DATA RECORDS below:

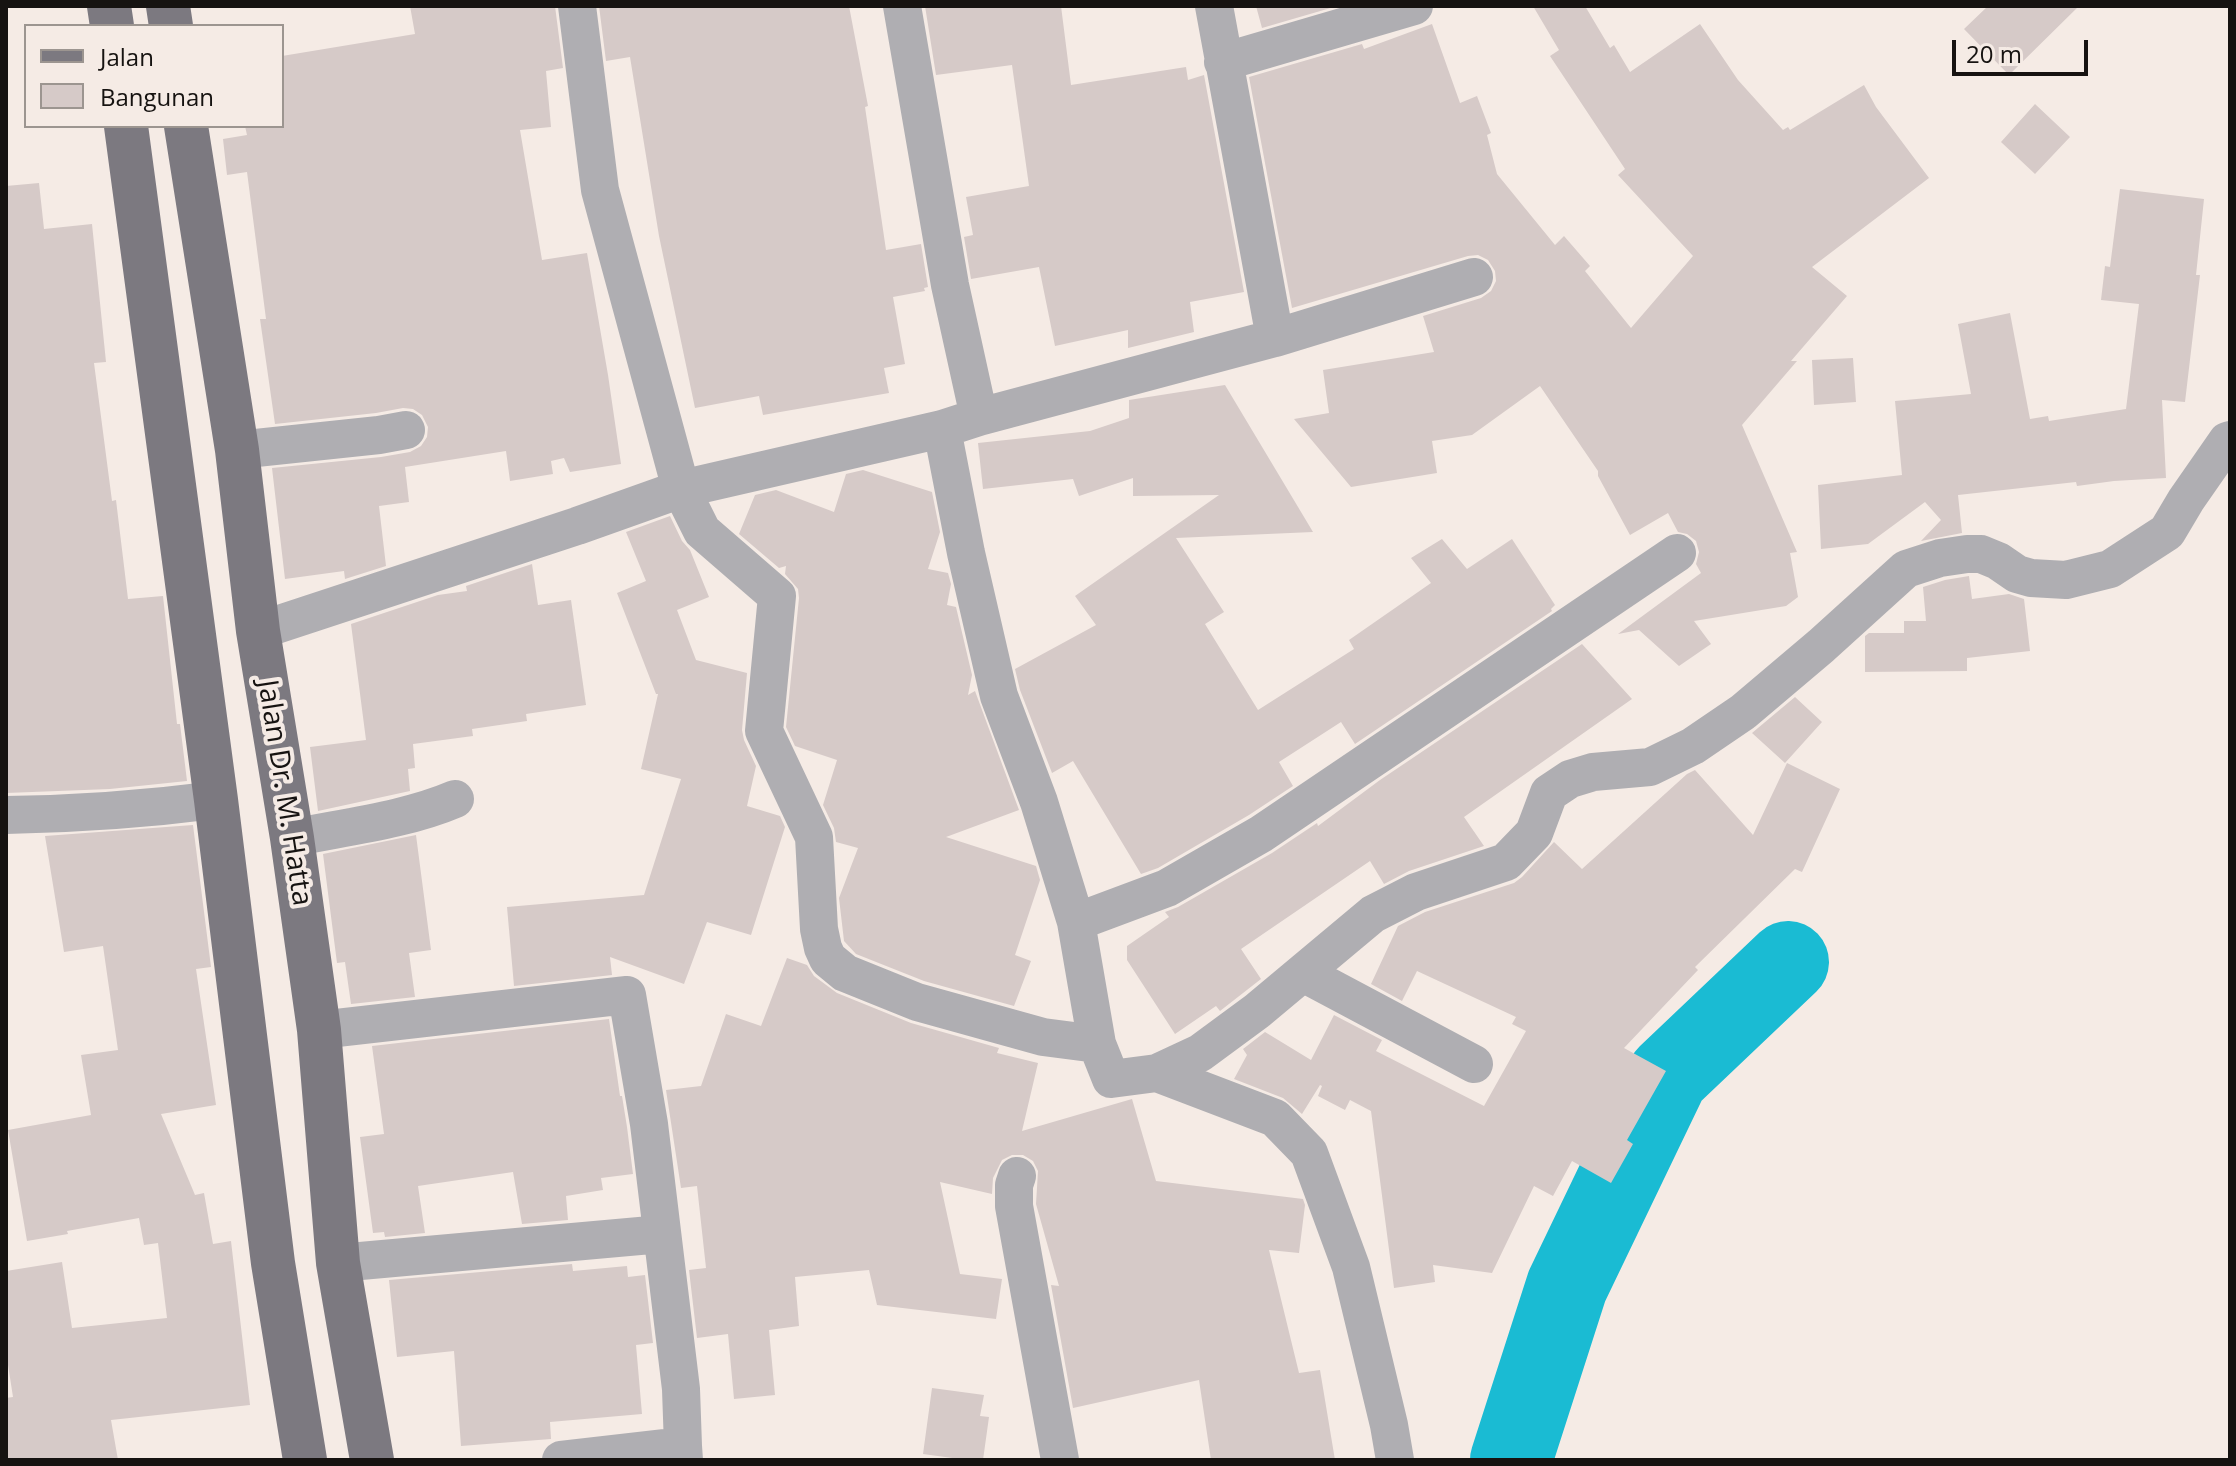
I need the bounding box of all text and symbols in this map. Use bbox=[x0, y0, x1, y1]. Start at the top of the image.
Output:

End of DATA RECORDS.
DATA RECORDS below:

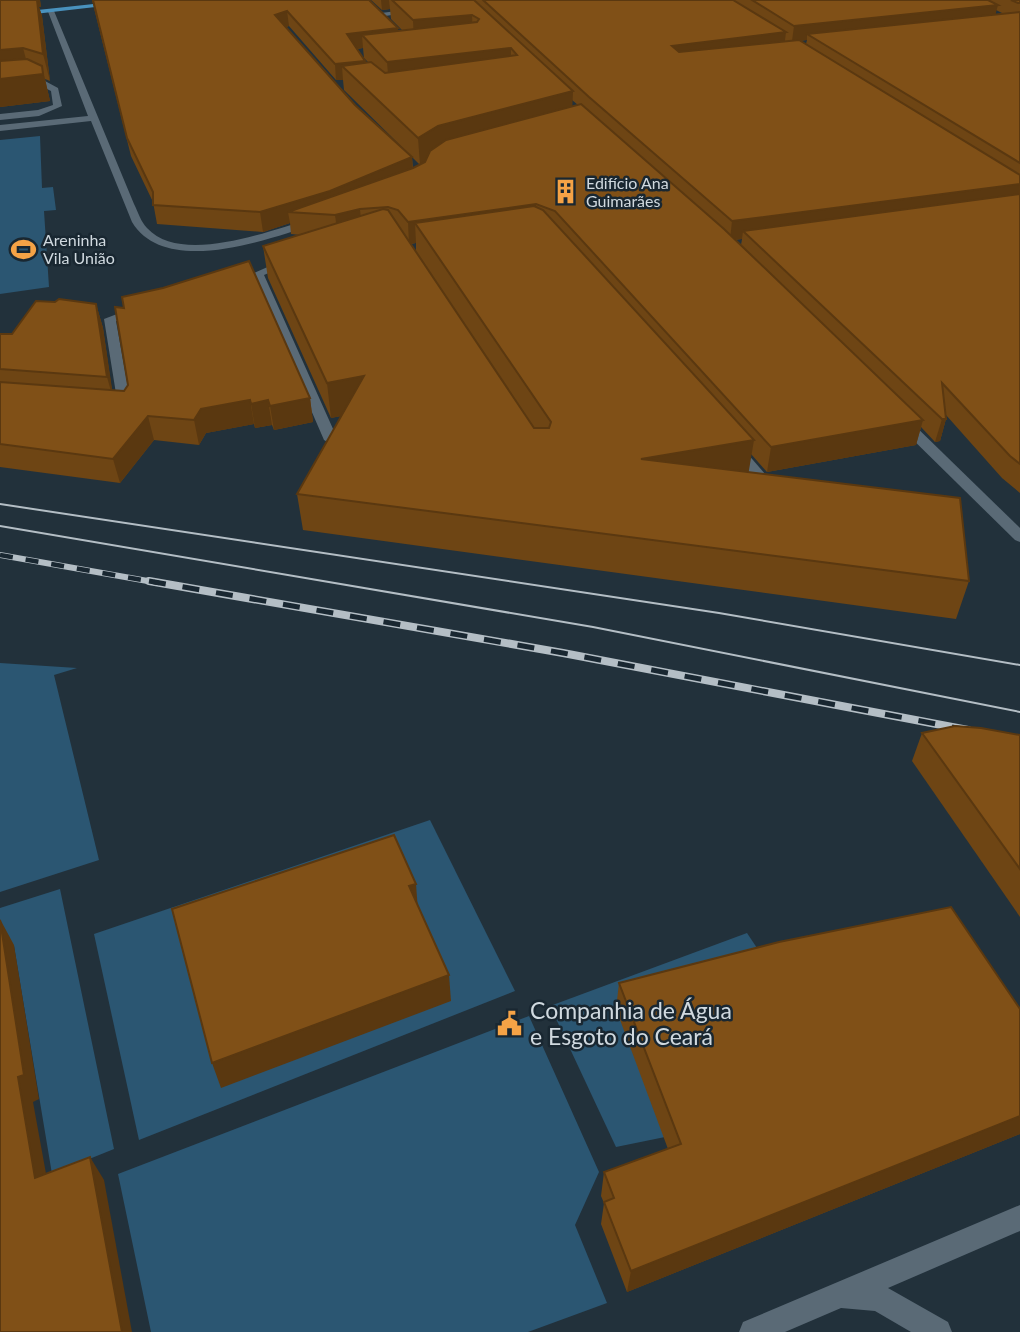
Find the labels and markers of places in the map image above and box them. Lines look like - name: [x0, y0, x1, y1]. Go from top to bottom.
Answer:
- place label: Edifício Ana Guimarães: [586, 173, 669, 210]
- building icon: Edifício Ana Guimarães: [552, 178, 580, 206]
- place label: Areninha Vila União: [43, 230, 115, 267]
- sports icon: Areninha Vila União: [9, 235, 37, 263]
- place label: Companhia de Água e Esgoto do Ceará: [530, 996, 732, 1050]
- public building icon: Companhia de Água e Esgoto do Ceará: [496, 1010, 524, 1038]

End of DATA RECORDS.

### PROMPT
Scan the material above for the string "image", returning each line that contains it.

### RESULT OF THE EXERCISE
I need the bounding box of all text and symbols in this map. Use bbox=[x0, y0, x1, y1]. Start at the top of the image.
Find the labels and markers of places in the map image above and box them. Lines look like - name: [x0, y0, x1, y1]. Go from top to bottom.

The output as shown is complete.